» WHAT YOU SHOULD DO
Where a record contains an image, leave the image out and print the rest exactly.

++++ PROVIDED DATA

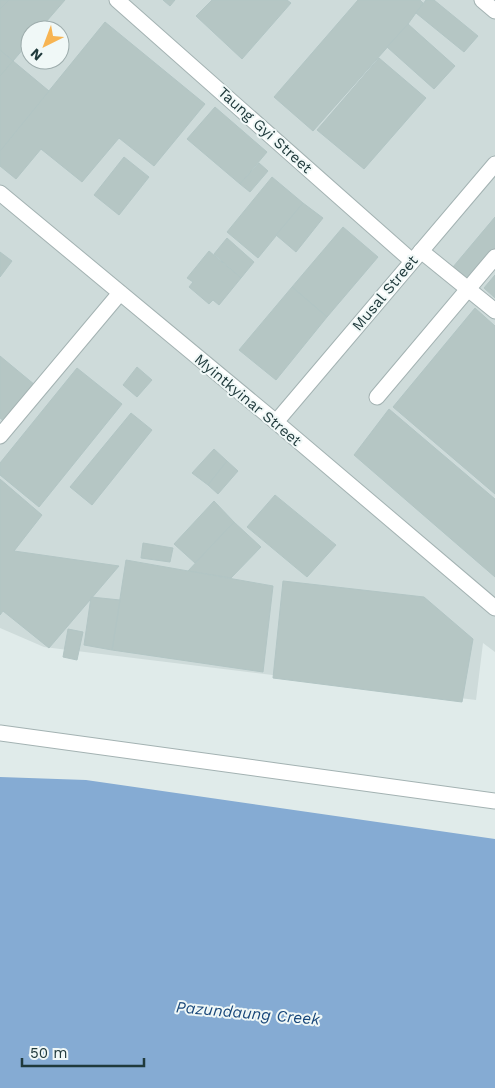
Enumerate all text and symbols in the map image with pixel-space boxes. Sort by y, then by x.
north arrow [20,20,70,70]
text: N [27,45,46,64]
street label: Taung Gyi Street [214,83,316,177]
street label: Musal Street [348,251,422,334]
street label: Myintkyinar Street [191,350,306,450]
water label: Pazundaung Creek [175,997,322,1029]
scale bar [22,1036,145,1068]
text: 50 m [30,1044,67,1062]

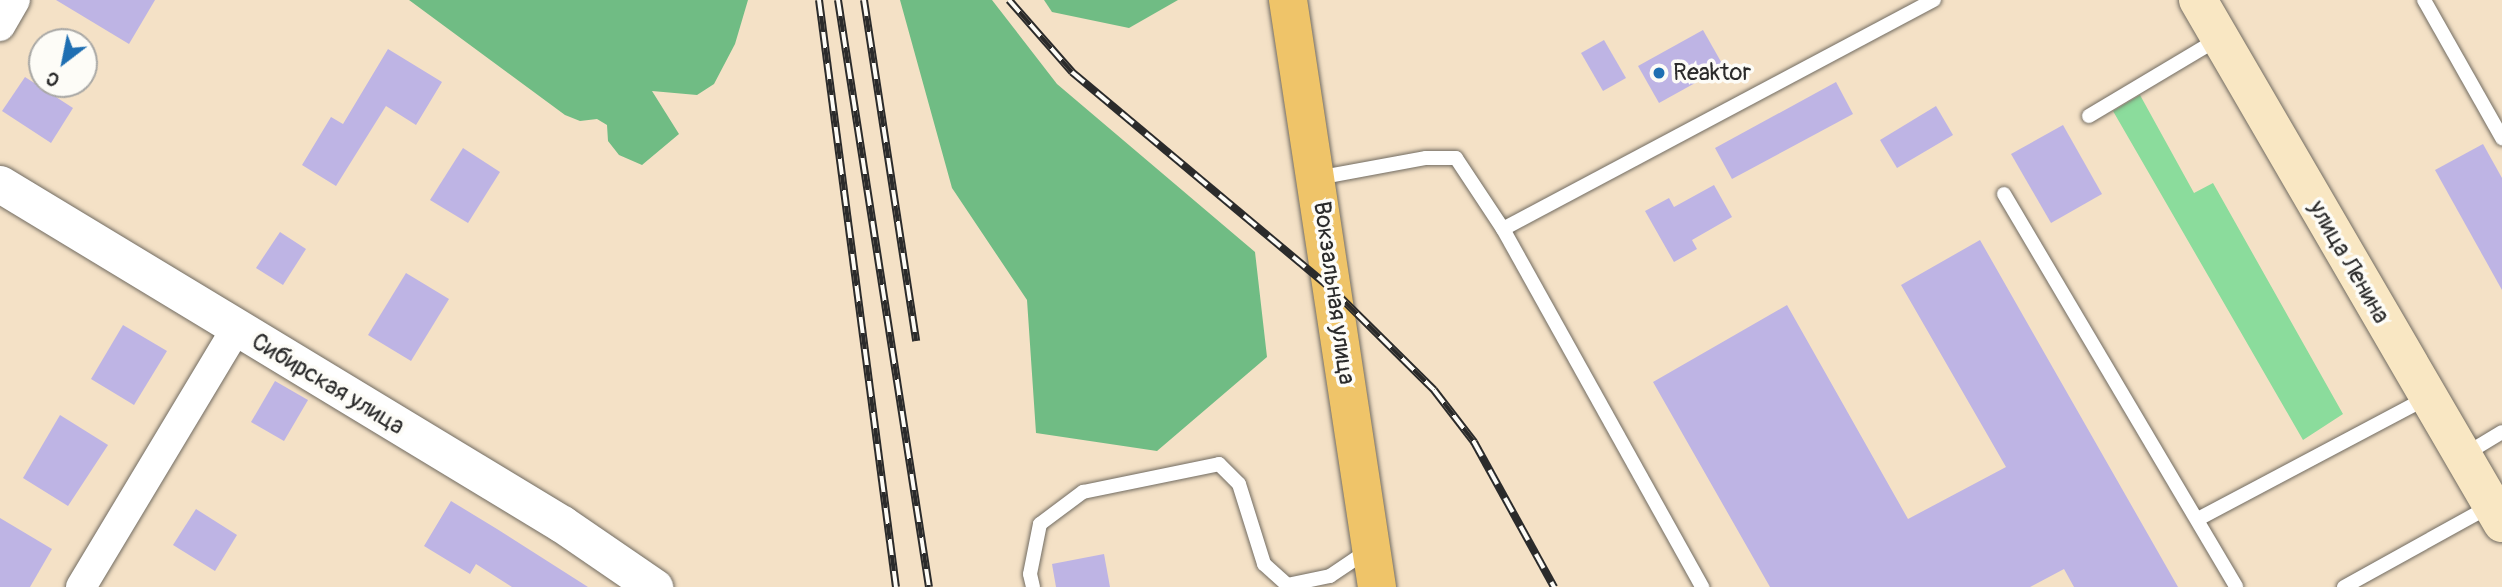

++++++++

» WRITTEN REPLY
Enumerate all text and symbols in the map image with pixel-space boxes. Sort by y, then by x.
north arrow [20,20,70,70]
text: N [27,45,46,64]
street label: Taung Gyi Street [214,83,316,177]
street label: Musal Street [348,251,422,334]
street label: Myintkyinar Street [191,350,306,450]
water label: Pazundaung Creek [175,997,322,1029]
scale bar [22,1036,145,1068]
text: 50 m [30,1044,67,1062]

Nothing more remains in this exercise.